Objective: This study aims to examine whether blood pressure reductions differ by estrogen use among overweight glucose-intolerant women.
Methods: We conducted a secondary analysis of Diabetes Prevention Program postmenopausal participants who used oral estrogen with or without progestogen at baseline and 1-year follow-up (n = 324) versus those who did not use oral estrogen with or without progestogen at either time point (n = 382). Changes in systolic blood pressure (SBP) and diastolic blood pressure (DBP) were examined by randomization arm (intensive lifestyle change [ILS], metformin 850 mg twice daily, or placebo). Associations between changes in blood pressure and changes in sex hormone–binding globulin, estradiol, testosterone, and dehydroepiandrosterone were also examined.
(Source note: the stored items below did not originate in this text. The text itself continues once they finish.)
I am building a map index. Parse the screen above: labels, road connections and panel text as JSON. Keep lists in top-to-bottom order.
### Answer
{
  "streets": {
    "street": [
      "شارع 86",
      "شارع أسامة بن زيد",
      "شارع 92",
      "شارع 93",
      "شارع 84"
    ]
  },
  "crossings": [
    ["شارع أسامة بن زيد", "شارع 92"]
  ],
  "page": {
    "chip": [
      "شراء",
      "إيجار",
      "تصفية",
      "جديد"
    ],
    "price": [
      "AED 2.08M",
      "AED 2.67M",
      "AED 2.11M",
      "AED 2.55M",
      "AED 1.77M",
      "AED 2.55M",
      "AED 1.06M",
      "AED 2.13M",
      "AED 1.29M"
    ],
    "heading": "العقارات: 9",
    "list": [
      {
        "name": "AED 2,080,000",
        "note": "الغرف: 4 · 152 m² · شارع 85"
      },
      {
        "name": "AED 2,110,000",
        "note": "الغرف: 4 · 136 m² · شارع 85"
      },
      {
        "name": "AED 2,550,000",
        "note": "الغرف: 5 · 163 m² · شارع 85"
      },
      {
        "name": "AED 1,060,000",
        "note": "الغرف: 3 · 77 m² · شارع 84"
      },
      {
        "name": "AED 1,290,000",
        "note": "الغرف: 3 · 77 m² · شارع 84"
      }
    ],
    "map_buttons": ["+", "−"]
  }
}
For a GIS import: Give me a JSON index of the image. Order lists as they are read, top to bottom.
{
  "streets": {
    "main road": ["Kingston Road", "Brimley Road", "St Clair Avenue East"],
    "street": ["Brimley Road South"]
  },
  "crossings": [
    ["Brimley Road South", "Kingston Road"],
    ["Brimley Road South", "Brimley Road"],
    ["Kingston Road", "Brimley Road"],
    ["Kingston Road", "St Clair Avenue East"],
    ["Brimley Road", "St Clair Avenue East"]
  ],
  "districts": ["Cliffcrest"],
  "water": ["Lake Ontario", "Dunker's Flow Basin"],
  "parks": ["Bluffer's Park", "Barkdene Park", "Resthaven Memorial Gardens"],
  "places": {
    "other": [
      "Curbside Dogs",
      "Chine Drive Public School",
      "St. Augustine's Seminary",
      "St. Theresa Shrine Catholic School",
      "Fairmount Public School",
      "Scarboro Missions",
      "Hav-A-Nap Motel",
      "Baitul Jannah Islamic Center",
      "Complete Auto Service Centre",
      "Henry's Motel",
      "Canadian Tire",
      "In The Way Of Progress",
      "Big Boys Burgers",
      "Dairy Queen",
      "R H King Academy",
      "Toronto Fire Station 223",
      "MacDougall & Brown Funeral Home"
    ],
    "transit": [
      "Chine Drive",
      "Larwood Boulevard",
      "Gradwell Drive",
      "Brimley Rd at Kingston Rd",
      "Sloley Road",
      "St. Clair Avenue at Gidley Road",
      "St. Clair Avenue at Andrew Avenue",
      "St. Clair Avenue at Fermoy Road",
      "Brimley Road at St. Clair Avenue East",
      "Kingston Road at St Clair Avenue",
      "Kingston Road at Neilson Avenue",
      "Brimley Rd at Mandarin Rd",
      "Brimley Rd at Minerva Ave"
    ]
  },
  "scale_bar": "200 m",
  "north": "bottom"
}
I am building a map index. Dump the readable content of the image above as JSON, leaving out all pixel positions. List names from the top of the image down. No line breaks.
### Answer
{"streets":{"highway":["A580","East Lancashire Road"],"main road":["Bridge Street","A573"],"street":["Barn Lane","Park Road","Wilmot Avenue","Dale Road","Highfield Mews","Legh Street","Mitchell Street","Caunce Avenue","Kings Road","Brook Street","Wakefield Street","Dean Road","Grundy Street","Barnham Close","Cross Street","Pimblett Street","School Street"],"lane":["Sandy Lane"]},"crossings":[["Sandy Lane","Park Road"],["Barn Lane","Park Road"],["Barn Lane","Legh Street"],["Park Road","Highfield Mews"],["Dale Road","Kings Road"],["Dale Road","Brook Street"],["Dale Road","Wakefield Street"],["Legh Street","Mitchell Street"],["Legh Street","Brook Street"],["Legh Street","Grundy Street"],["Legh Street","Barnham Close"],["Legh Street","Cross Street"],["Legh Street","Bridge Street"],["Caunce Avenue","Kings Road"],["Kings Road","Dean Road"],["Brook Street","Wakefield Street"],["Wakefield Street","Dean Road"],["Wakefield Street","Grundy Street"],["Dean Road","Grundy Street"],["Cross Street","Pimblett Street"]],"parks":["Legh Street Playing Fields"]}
Results: Estrogen users and nonusers had similar prevalences of baseline hypertension (33% vs 34%, P = 0.82) and use of blood pressure medications at baseline (P = 0.25) and on follow-up (P = 0.10). Estrogen users and nonusers randomized to ILS had similar decreases in SBP (−3.3 vs −4.7 mm Hg, P = 0.45) and DBP (−3.1 vs −4.7 mm Hg, P = 0.16). Among estrogen users, women randomized to ILS had significant declines in SBP (P = 0.016) and DBP (P = 0.009) versus placebo. Among nonusers, women randomized to ILS had significant declines in DBP (P = 0.001) versus placebo, but declines in SBP were not significant (P = 0.11). Metformin was not associated with blood pressure reductions versus placebo regardless of estrogen therapy. Blood pressure changes were not associated with changes in sex hormones regardless of estrogen therapy.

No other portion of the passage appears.